[Opening DATA SUPPLIED section]

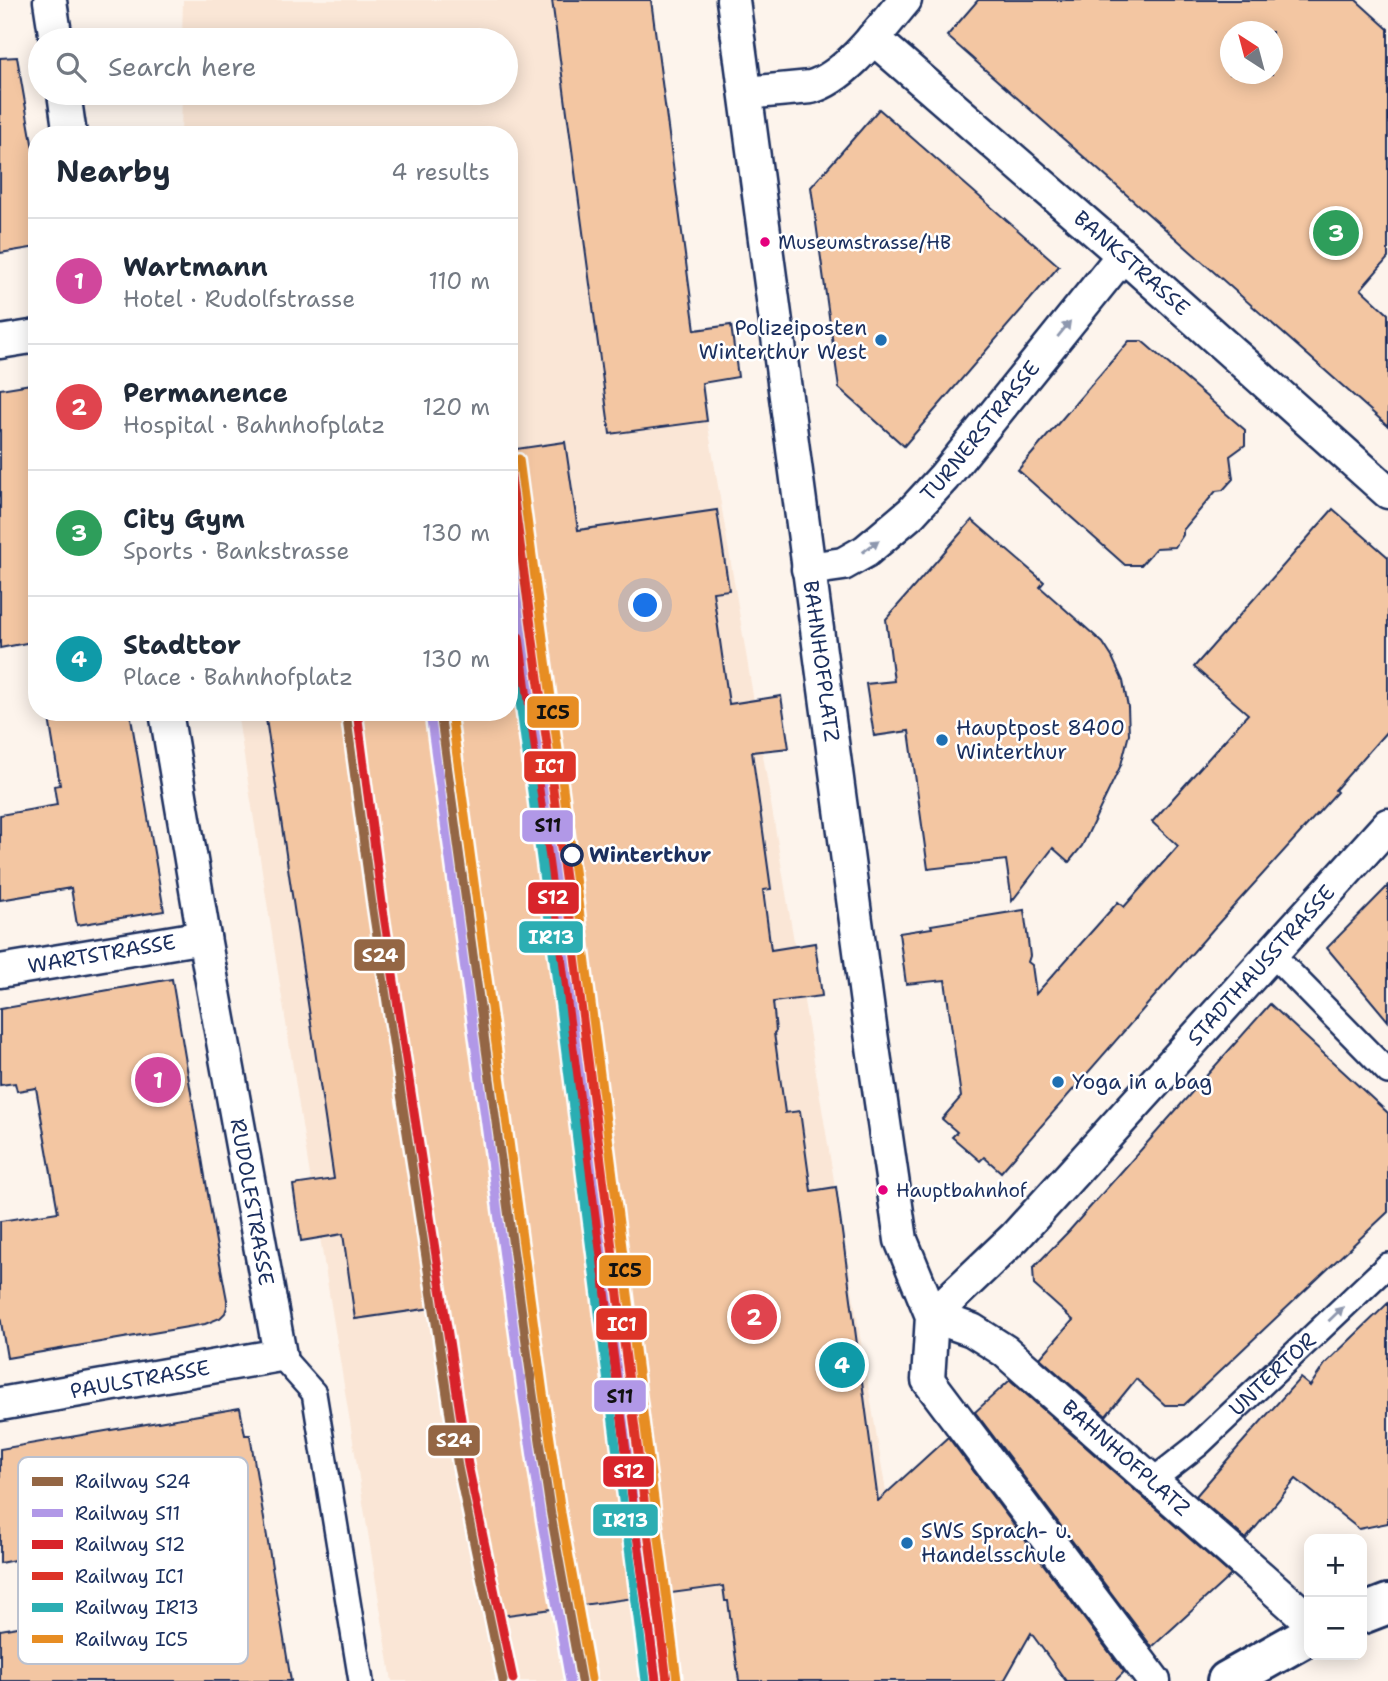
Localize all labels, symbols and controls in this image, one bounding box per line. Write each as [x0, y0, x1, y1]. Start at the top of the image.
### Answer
north arrow [1220, 21, 1283, 84]
search box [28, 28, 518, 105]
icon: search [52, 48, 90, 86]
text: Search here [108, 49, 257, 84]
text: Nearby [56, 151, 171, 192]
text: 4 results [391, 157, 490, 187]
street label: BANKSTRASSE [1068, 204, 1196, 322]
pin: 3 [1313, 207, 1359, 259]
place label: Museumstrasse/HB [778, 230, 951, 255]
marker: Museumstrasse/HB [758, 235, 772, 249]
text: Wartmann [123, 249, 268, 284]
text: 1 [74, 266, 84, 296]
text: 110 m [428, 266, 490, 296]
text: Hotel · Rudolfstrasse [123, 284, 355, 314]
place label: Polizeiposten Winterthur West [698, 314, 867, 366]
one-way arrow [1056, 320, 1071, 338]
marker: Polizeiposten Winterthur West [873, 332, 889, 348]
street label: TURNERSTRASSE [914, 355, 1046, 508]
text: Permanence [123, 375, 288, 410]
text: 2 [71, 392, 87, 422]
text: 120 m [422, 392, 490, 422]
text: Hospital · Bahnhofplatz [123, 410, 385, 440]
text: City Gym [123, 501, 245, 536]
text: 3 [71, 518, 87, 548]
text: 130 m [422, 518, 490, 548]
text: Sports · Bankstrasse [123, 536, 349, 566]
one-way arrow [862, 540, 880, 554]
street label: BAHNHOFPLATZ [797, 579, 846, 744]
your location [628, 588, 662, 622]
text: Stadttor [123, 627, 241, 662]
text: 4 [71, 644, 87, 674]
text: 130 m [422, 644, 490, 674]
text: Place · Bahnhofplatz [123, 662, 353, 692]
line badge: IC5 [526, 695, 580, 729]
text: IC5 [536, 700, 570, 725]
place label: Hauptpost 8400 Winterthur [956, 714, 1125, 766]
marker: Hauptpost 8400 Winterthur [934, 732, 950, 748]
line badge: IC1 [523, 750, 577, 783]
text: IC1 [535, 754, 565, 779]
line badge: S11 [521, 809, 574, 843]
text: S11 [535, 813, 561, 838]
place label: Winterthur [589, 841, 711, 869]
marker: Winterthur [561, 844, 583, 866]
street label: STADTHAUSSTRASSE [1181, 879, 1341, 1052]
line badge: S12 [527, 881, 580, 915]
text: S12 [537, 885, 569, 910]
line badge: IR13 [518, 920, 584, 954]
text: IR13 [528, 925, 574, 950]
street label: WARTSTRASSE [26, 928, 178, 980]
line badge: S24 [353, 938, 406, 972]
text: S24 [362, 943, 399, 968]
pin: 1 [135, 1054, 181, 1106]
place label: Yoga in a bag [1072, 1068, 1212, 1096]
marker: Yoga in a bag [1050, 1074, 1066, 1090]
street label: RUDOLFSTRASSE [224, 1116, 280, 1288]
place label: Hauptbahnhof [896, 1178, 1028, 1203]
marker: Hauptbahnhof [876, 1183, 890, 1197]
line badge: IC5 [598, 1254, 652, 1287]
text: IC5 [608, 1258, 642, 1283]
pin: 2 [731, 1291, 777, 1343]
one-way arrow [1327, 1306, 1344, 1322]
line badge: IC1 [595, 1307, 648, 1341]
text: IC1 [607, 1312, 637, 1337]
street label: UNTERTOR [1223, 1326, 1322, 1422]
pin: 4 [819, 1339, 865, 1391]
street label: PAULSTRASSE [68, 1354, 212, 1405]
line badge: S11 [593, 1379, 647, 1413]
text: S11 [607, 1384, 633, 1409]
street label: BAHNHOFPLATZ [1056, 1394, 1196, 1522]
line badge: S24 [427, 1424, 481, 1457]
text: S24 [436, 1428, 473, 1453]
line badge: S12 [602, 1455, 655, 1488]
legend [18, 1457, 248, 1664]
text: S12 [613, 1459, 645, 1484]
text: Railway S24 [75, 1469, 190, 1494]
text: Railway S11 [75, 1501, 180, 1526]
line badge: IR13 [592, 1503, 659, 1537]
text: IR13 [602, 1508, 648, 1533]
place label: SWS Sprach- u. Handelsschule [921, 1517, 1072, 1569]
text: Railway S12 [75, 1532, 185, 1557]
map controls [1304, 1534, 1367, 1660]
button: + [1304, 1534, 1367, 1597]
marker: SWS Sprach- u. Handelsschule [899, 1535, 915, 1551]
text: Railway IC1 [75, 1564, 184, 1589]
text: Railway IR13 [75, 1595, 199, 1620]
button: − [1304, 1597, 1367, 1660]
text: Railway IC5 [75, 1627, 188, 1652]

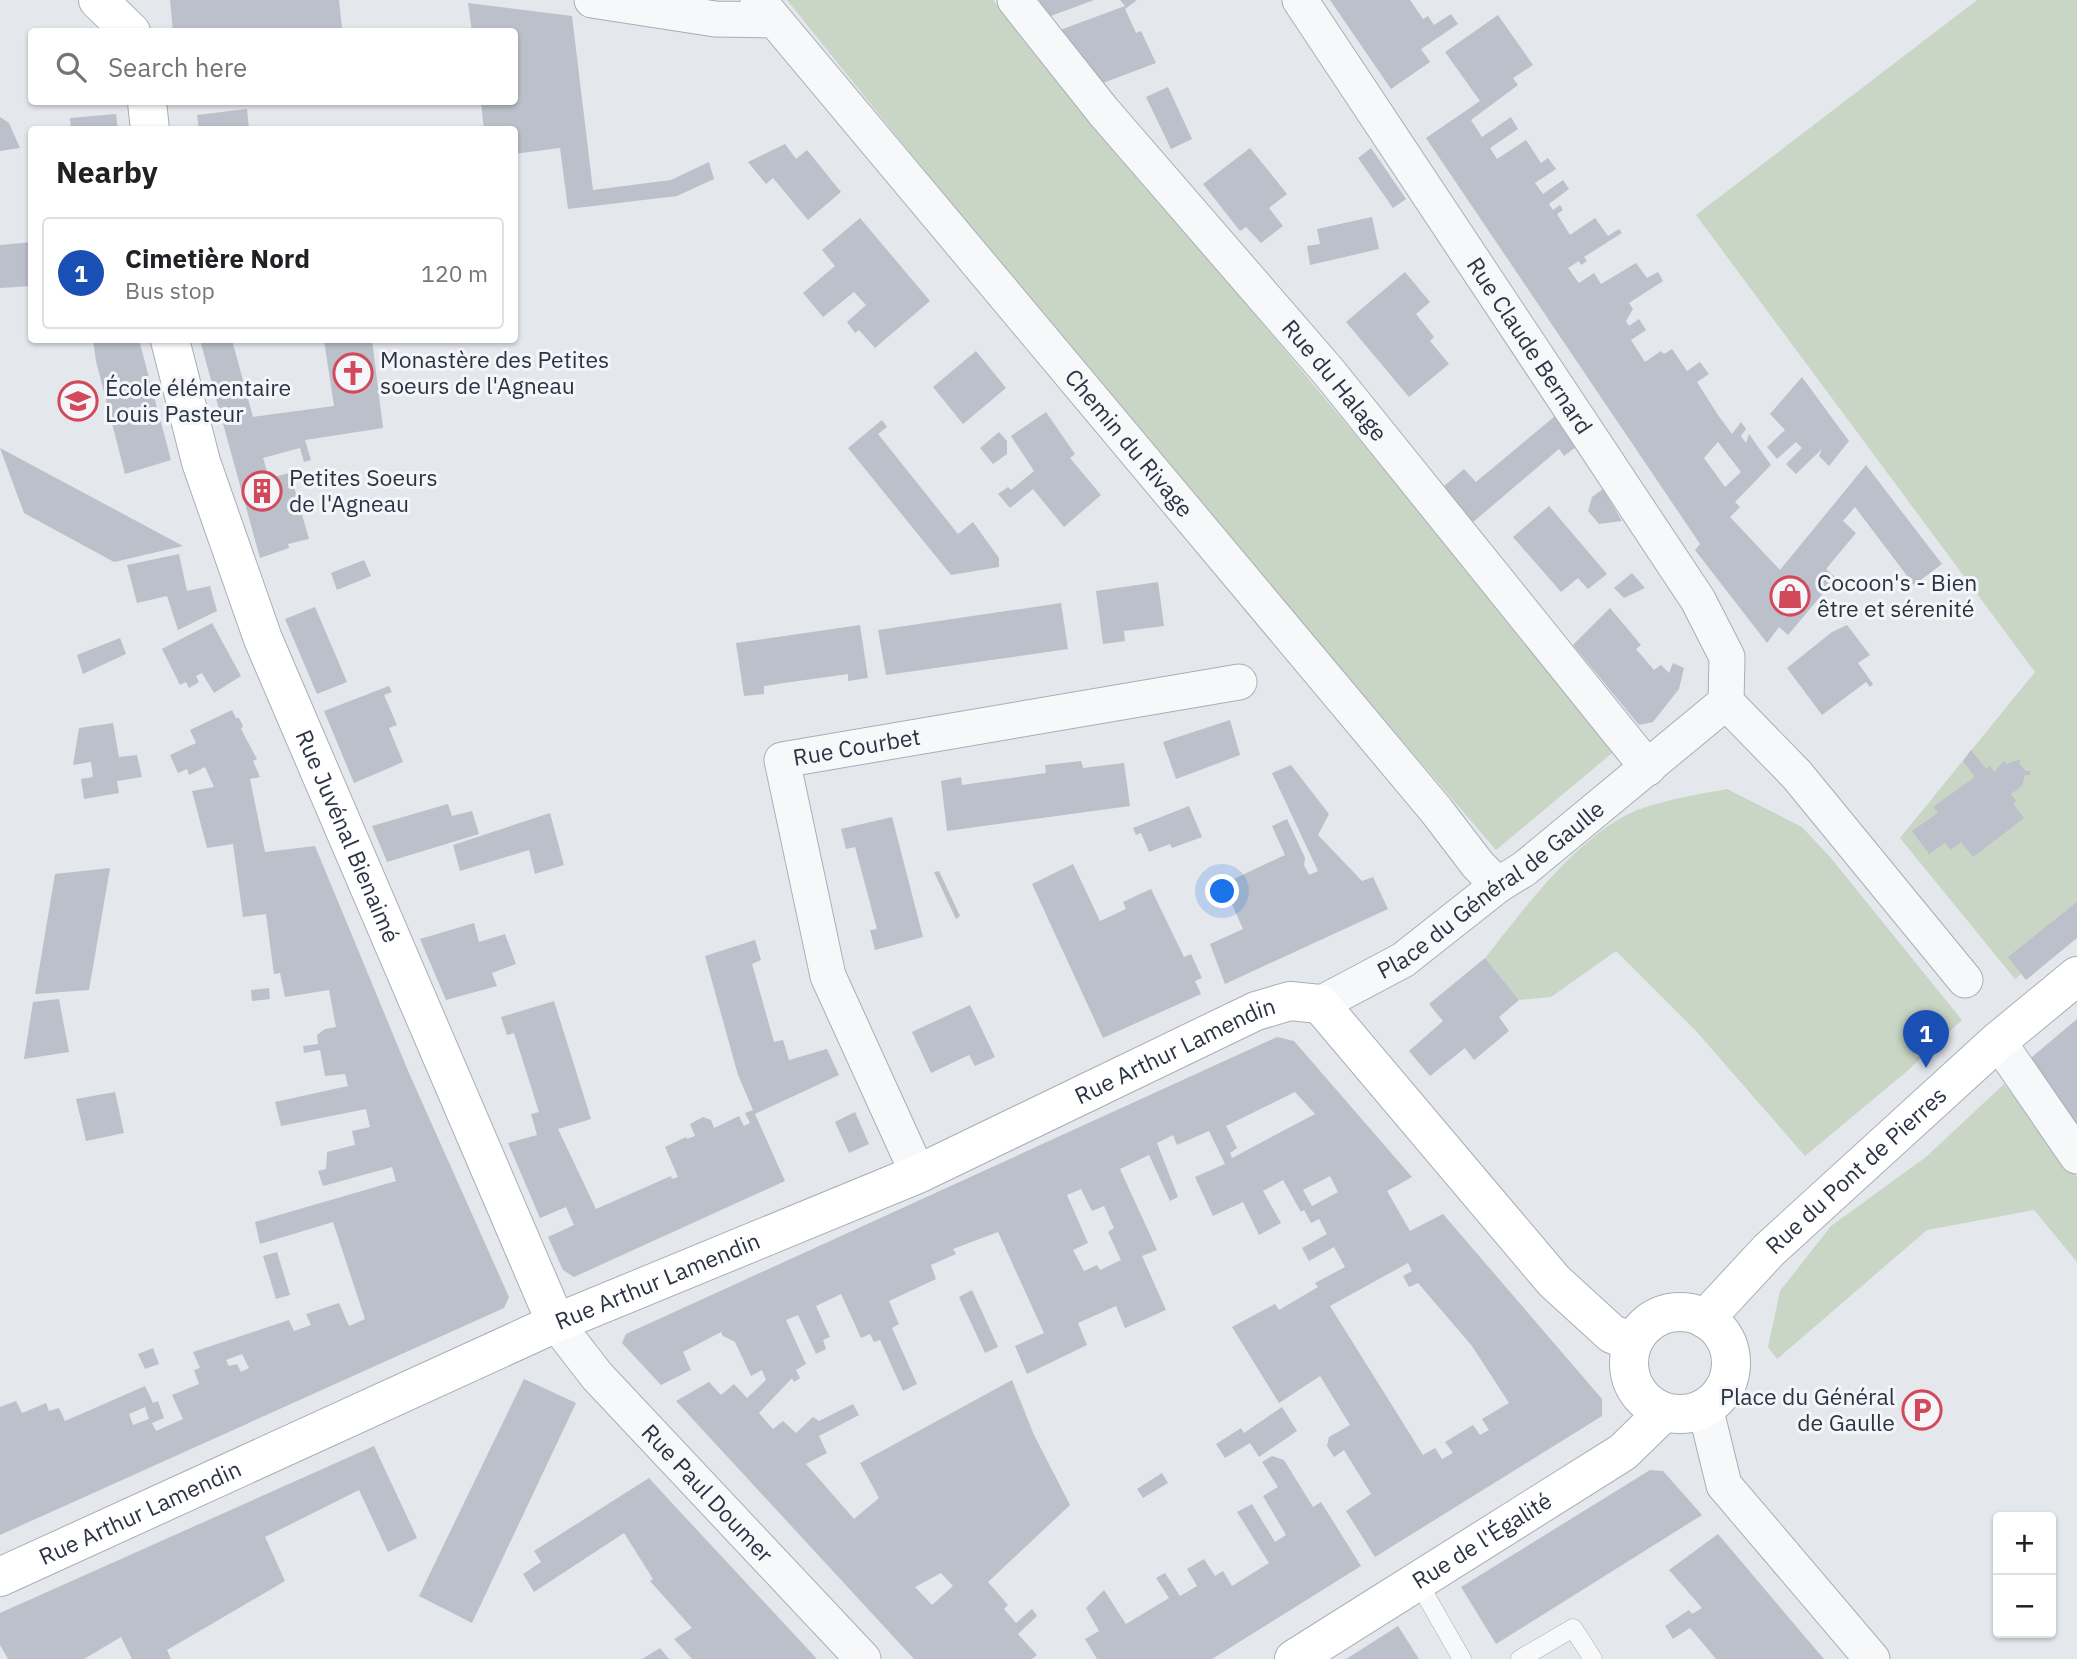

[Closing DATA SUPPLIED section]

#### [ACTION ITEM]
Your answer must be an exact repeat of the records above, with no pictures in it.

#### [RESPONSE TO THIS TASK]
Localize all labels, symbols and controls in this image, one bounding box per line. Write each as [x0, y0, x1, y1]. Start at the top of the image.
### Answer
north arrow [1220, 21, 1283, 84]
search box [28, 28, 518, 105]
icon: search [52, 48, 90, 86]
text: Search here [108, 49, 257, 84]
text: Nearby [56, 151, 171, 192]
text: 4 results [391, 157, 490, 187]
street label: BANKSTRASSE [1068, 204, 1196, 322]
pin: 3 [1313, 207, 1359, 259]
place label: Museumstrasse/HB [778, 230, 951, 255]
marker: Museumstrasse/HB [758, 235, 772, 249]
text: Wartmann [123, 249, 268, 284]
text: 1 [74, 266, 84, 296]
text: 110 m [428, 266, 490, 296]
text: Hotel · Rudolfstrasse [123, 284, 355, 314]
place label: Polizeiposten Winterthur West [698, 314, 867, 366]
one-way arrow [1056, 320, 1071, 338]
marker: Polizeiposten Winterthur West [873, 332, 889, 348]
street label: TURNERSTRASSE [914, 355, 1046, 508]
text: Permanence [123, 375, 288, 410]
text: 2 [71, 392, 87, 422]
text: 120 m [422, 392, 490, 422]
text: Hospital · Bahnhofplatz [123, 410, 385, 440]
text: City Gym [123, 501, 245, 536]
text: 3 [71, 518, 87, 548]
text: 130 m [422, 518, 490, 548]
text: Sports · Bankstrasse [123, 536, 349, 566]
one-way arrow [862, 540, 880, 554]
street label: BAHNHOFPLATZ [797, 579, 846, 744]
your location [628, 588, 662, 622]
text: Stadttor [123, 627, 241, 662]
text: 4 [71, 644, 87, 674]
text: 130 m [422, 644, 490, 674]
text: Place · Bahnhofplatz [123, 662, 353, 692]
line badge: IC5 [526, 695, 580, 729]
text: IC5 [536, 700, 570, 725]
place label: Hauptpost 8400 Winterthur [956, 714, 1125, 766]
marker: Hauptpost 8400 Winterthur [934, 732, 950, 748]
line badge: IC1 [523, 750, 577, 783]
text: IC1 [535, 754, 565, 779]
line badge: S11 [521, 809, 574, 843]
text: S11 [535, 813, 561, 838]
place label: Winterthur [589, 841, 711, 869]
marker: Winterthur [561, 844, 583, 866]
street label: STADTHAUSSTRASSE [1181, 879, 1341, 1052]
line badge: S12 [527, 881, 580, 915]
text: S12 [537, 885, 569, 910]
line badge: IR13 [518, 920, 584, 954]
text: IR13 [528, 925, 574, 950]
street label: WARTSTRASSE [26, 928, 178, 980]
line badge: S24 [353, 938, 406, 972]
text: S24 [362, 943, 399, 968]
pin: 1 [135, 1054, 181, 1106]
place label: Yoga in a bag [1072, 1068, 1212, 1096]
marker: Yoga in a bag [1050, 1074, 1066, 1090]
street label: RUDOLFSTRASSE [224, 1116, 280, 1288]
place label: Hauptbahnhof [896, 1178, 1028, 1203]
marker: Hauptbahnhof [876, 1183, 890, 1197]
line badge: IC5 [598, 1254, 652, 1287]
text: IC5 [608, 1258, 642, 1283]
pin: 2 [731, 1291, 777, 1343]
one-way arrow [1327, 1306, 1344, 1322]
line badge: IC1 [595, 1307, 648, 1341]
text: IC1 [607, 1312, 637, 1337]
street label: UNTERTOR [1223, 1326, 1322, 1422]
pin: 4 [819, 1339, 865, 1391]
street label: PAULSTRASSE [68, 1354, 212, 1405]
line badge: S11 [593, 1379, 647, 1413]
text: S11 [607, 1384, 633, 1409]
street label: BAHNHOFPLATZ [1056, 1394, 1196, 1522]
line badge: S24 [427, 1424, 481, 1457]
text: S24 [436, 1428, 473, 1453]
line badge: S12 [602, 1455, 655, 1488]
legend [18, 1457, 248, 1664]
text: S12 [613, 1459, 645, 1484]
text: Railway S24 [75, 1469, 190, 1494]
text: Railway S11 [75, 1501, 180, 1526]
line badge: IR13 [592, 1503, 659, 1537]
text: IR13 [602, 1508, 648, 1533]
place label: SWS Sprach- u. Handelsschule [921, 1517, 1072, 1569]
text: Railway S12 [75, 1532, 185, 1557]
map controls [1304, 1534, 1367, 1660]
button: + [1304, 1534, 1367, 1597]
marker: SWS Sprach- u. Handelsschule [899, 1535, 915, 1551]
text: Railway IC1 [75, 1564, 184, 1589]
text: Railway IR13 [75, 1595, 199, 1620]
button: − [1304, 1597, 1367, 1660]
text: Railway IC5 [75, 1627, 188, 1652]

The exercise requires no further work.